Donna in carriera: l'equilibrio difficile tra lavoro e maternità
Donna in carriera? In Italia è una chimera almeno per quante decidono di diventare mamme. Lo denunciano i dati Istat e Papa Francesco, lo conferma lo studio di Valeria Solesin.
Donna in carriera o mamma a tempo pieno? L’annoso dibattito tra lavoro e maternità è ritornato di stretta attualità dopo i fatti tragici di Parigi, costati la vita – tra l’altro – alla veneziana Valeria Solesin che alla Sorbona studiava appunto il modo in cui le donne si dividono tra famiglia e lavoro confrontando la situazione francese a quella italiana. L’obiettivo di questa 28enne dal curriculum già lunghissimo e dal sorriso contagioso era proprio quello di trovare una soluzione più fattibile per conciliare, nella sua nazione d’origine e nella sua patria d'adozione, il lavoro e la maternità.
Valeria questa soluzione non potrà più cercarla, ma nella sua eredità di studiosa lascia spunti preziosi che devono essere approfonditi prima di tutto in sua memoria e poi, per rispetto a tutte le donne ancora costrette, in questo millennio di presunta parità di genere, a scegliere se avere dei figli o se avere una carriera.

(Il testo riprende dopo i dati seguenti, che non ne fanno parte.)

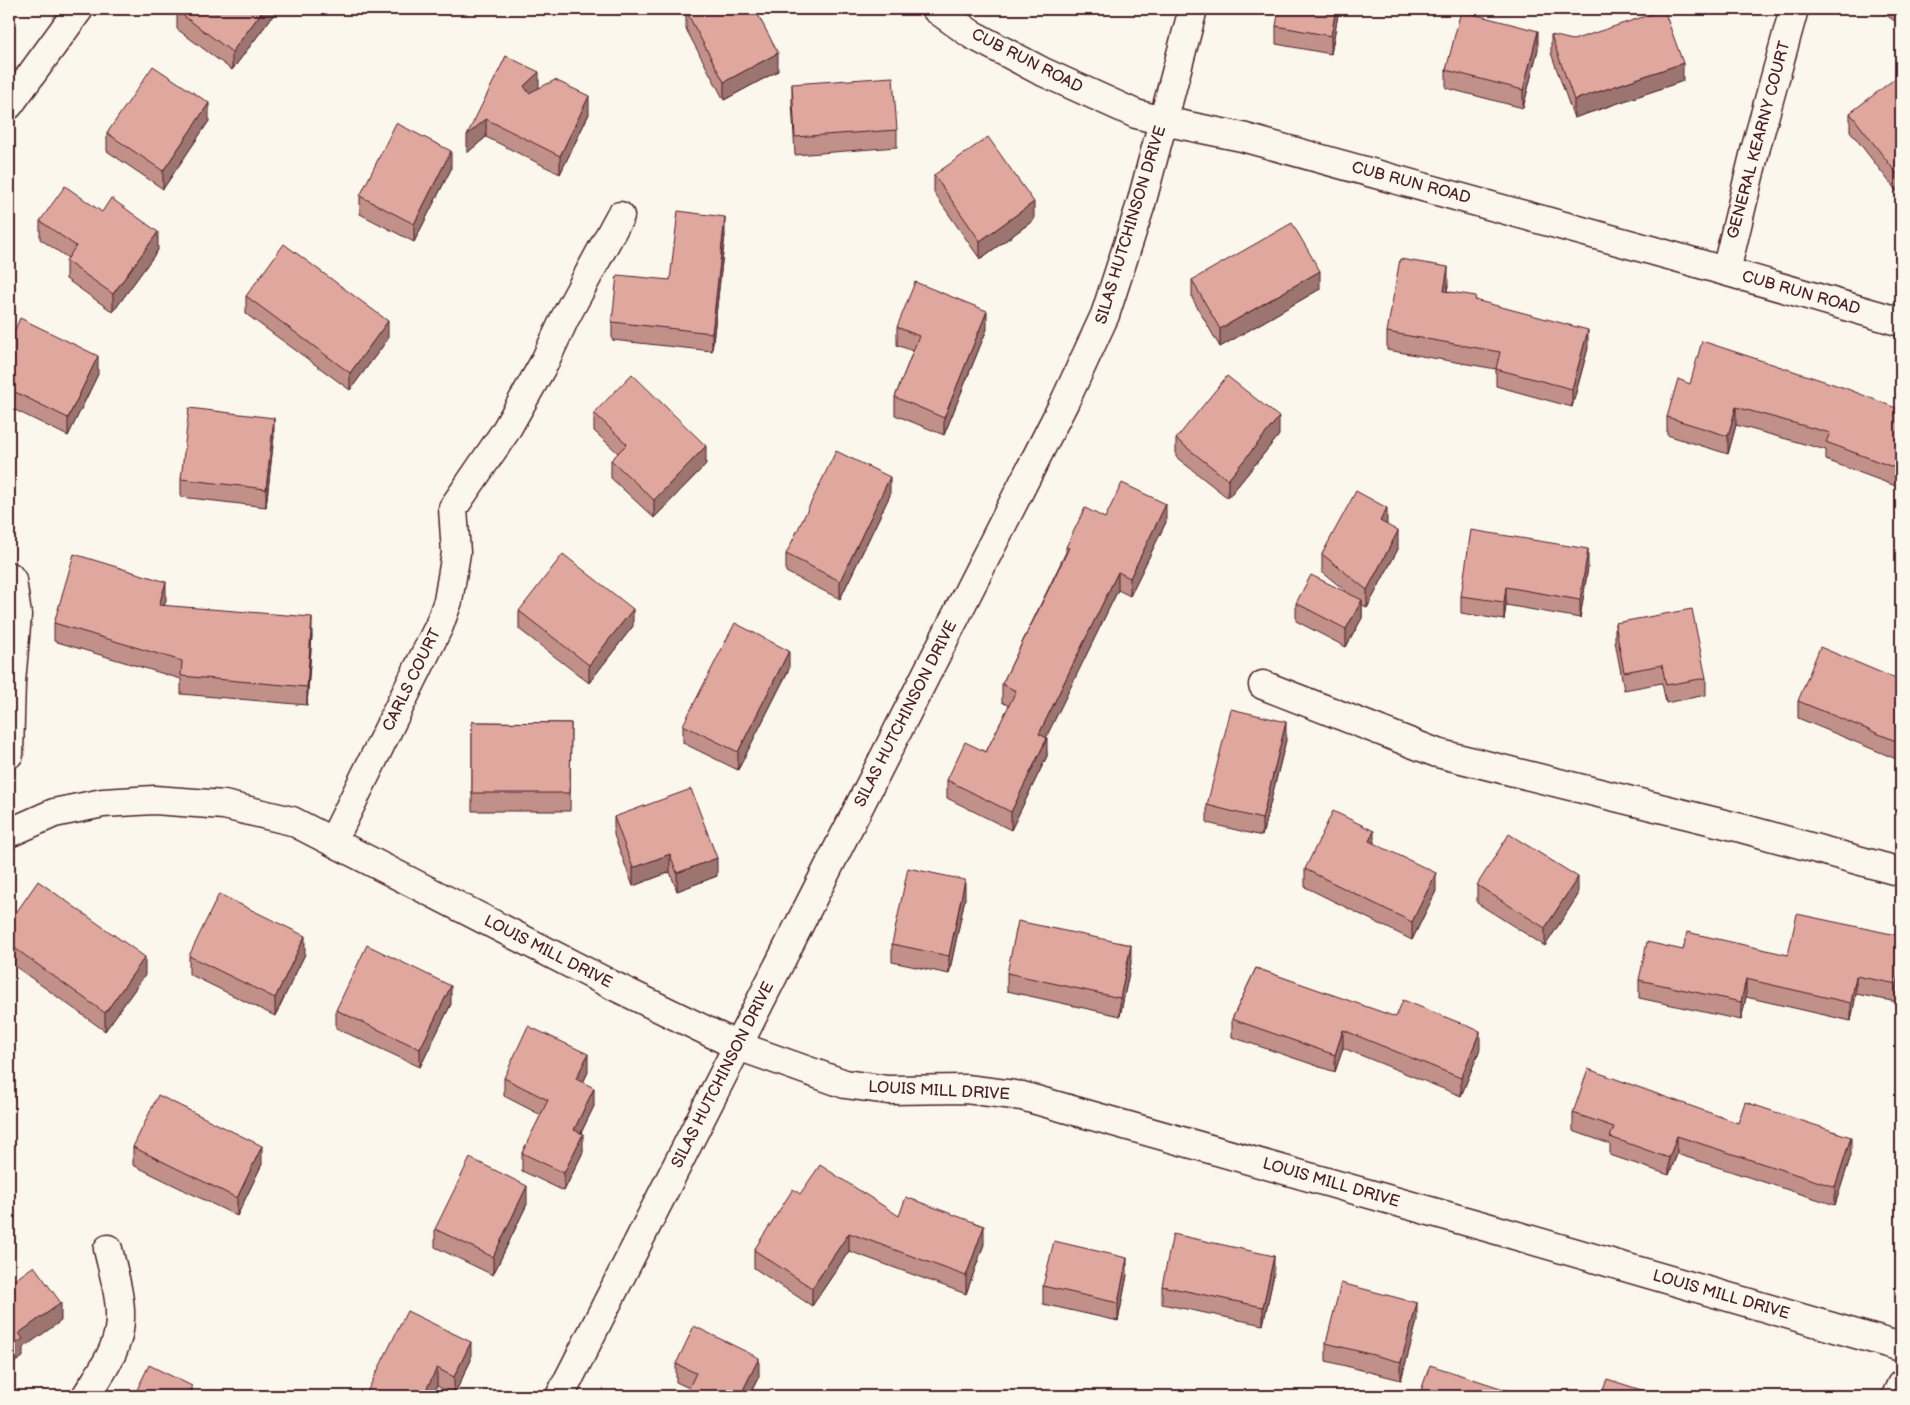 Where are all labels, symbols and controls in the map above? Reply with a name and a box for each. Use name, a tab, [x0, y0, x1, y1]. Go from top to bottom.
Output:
street label: CUB RUN ROAD	[968, 25, 1086, 97]
street label: GENERAL KEARNY COURT	[1723, 39, 1795, 241]
street label: SILAS HUTCHINSON DRIVE	[1092, 124, 1170, 326]
street label: CUB RUN ROAD	[1349, 158, 1473, 208]
street label: CUB RUN ROAD	[1740, 267, 1862, 319]
street label: SILAS HUTCHINSON DRIVE	[851, 618, 961, 810]
street label: CARLS COURT	[379, 625, 445, 735]
street label: LOUIS MILL DRIVE	[481, 911, 615, 993]
street label: SILAS HUTCHINSON DRIVE	[668, 979, 778, 1171]
street label: LOUIS MILL DRIVE	[868, 1078, 1010, 1104]
street label: LOUIS MILL DRIVE	[1260, 1154, 1402, 1212]
street label: LOUIS MILL DRIVE	[1650, 1266, 1792, 1324] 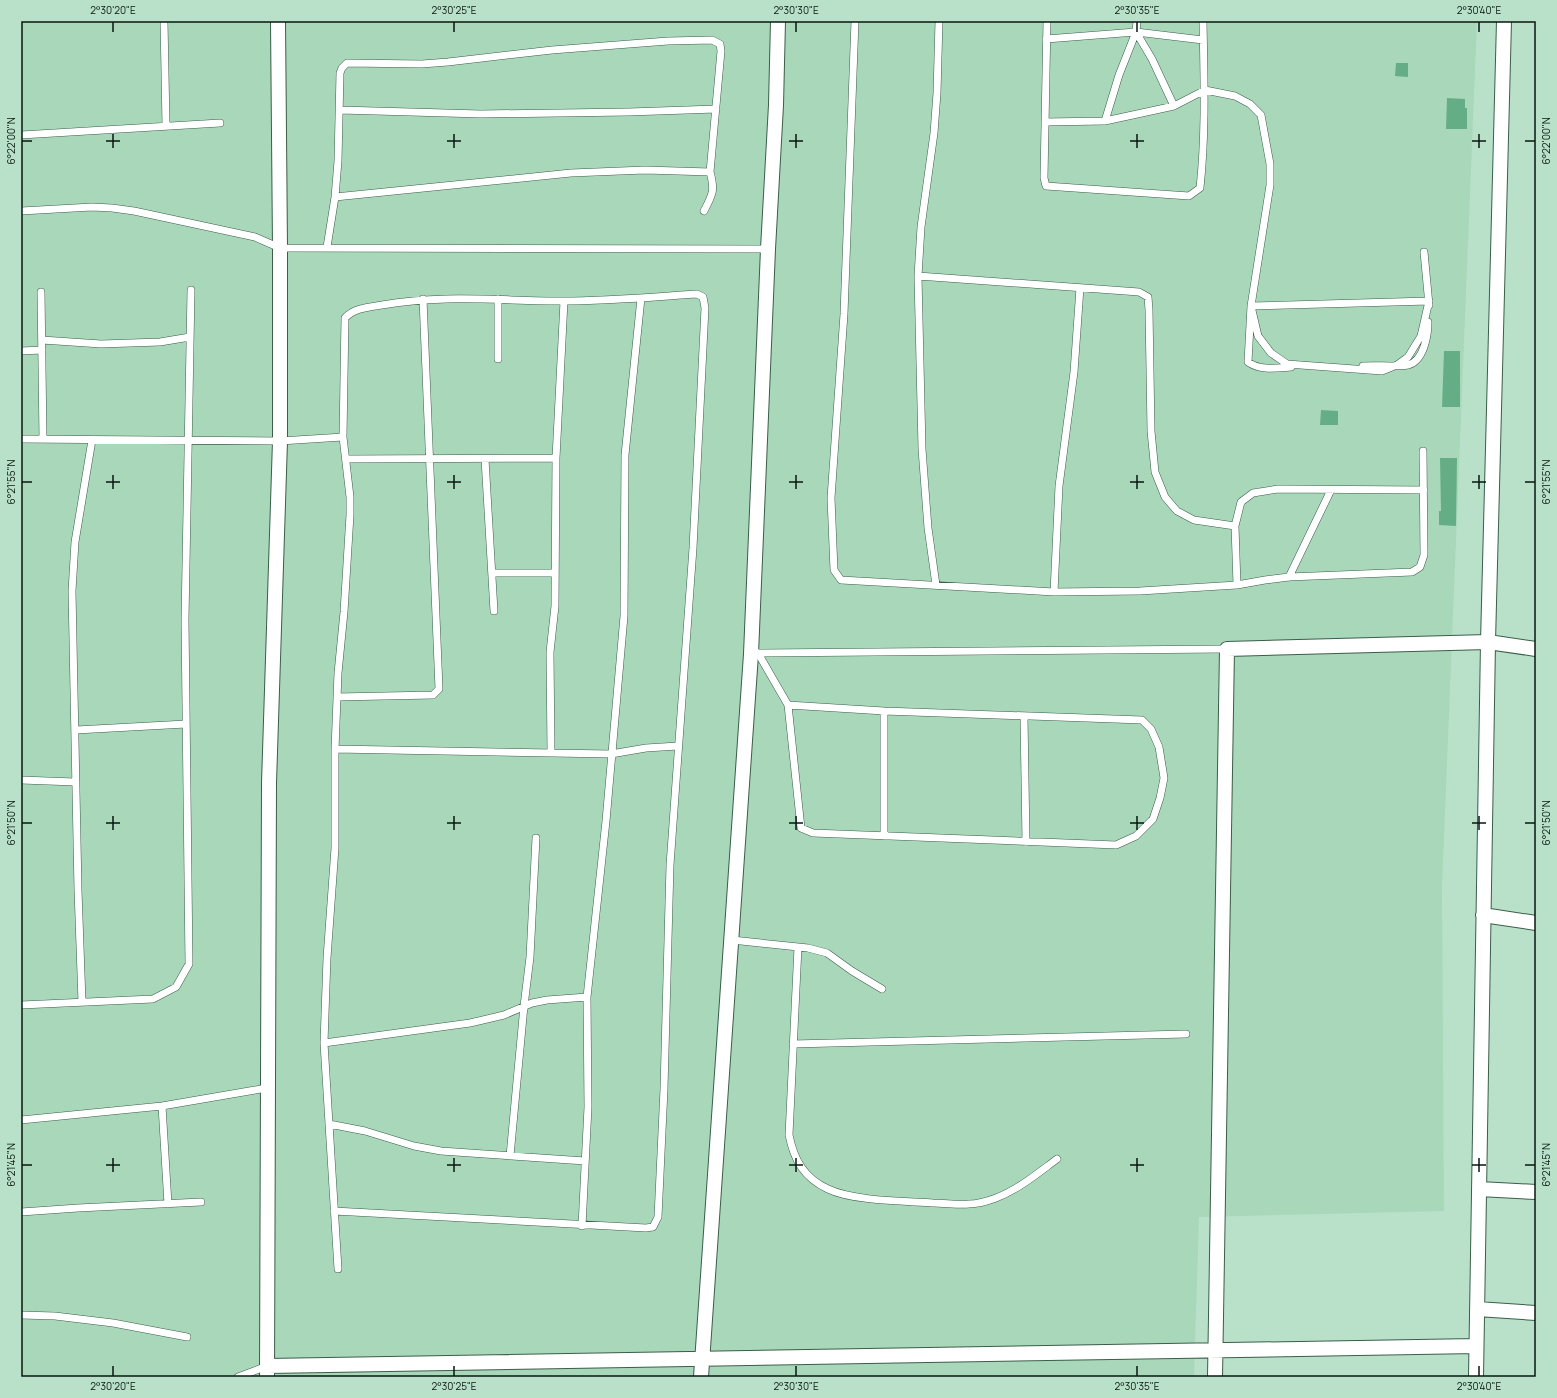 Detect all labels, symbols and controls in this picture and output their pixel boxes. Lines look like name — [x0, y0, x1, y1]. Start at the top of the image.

Maternità e lavoro in Italia secondo l'Istat
Sì, perché lo status di donna in carriera ancora oggi poco si sposa con quello di genitrice e a sostenerlo non è una vulgata popolare un po’ datata bensì i dati pubblicati proprio in questi giorni dall’Istat per fotografare la situazione italiana nel secondo trimestre del 2015. L’indagine rivela così che nel Belpaese addirittura il 30% delle donne occupate lascia l’impiego dopo la gravidanza e che, tra le signore nate dopo il 1964, quasi 3 su 10 sono senza lavoro perché hanno deciso di costruire una famiglia.
Mamme lavoratrici: il monito di Papa Francesco
Dati tragici che hanno richiamato anche l’attenzione di Papa Francesco che, prima di partire per il suo viaggio in Africa, ha esortato gli imprenditori a una maggiore attenzione verso le mamme lavoratrici. "La donna – ha infatti sottolineato il pontefice - deve essere custodita, aiutata in questo doppio ruolo”. Un doppio ruolo che, è chiaro, non è semplice come dimostrano un’impressionante quantità di esempi concreti.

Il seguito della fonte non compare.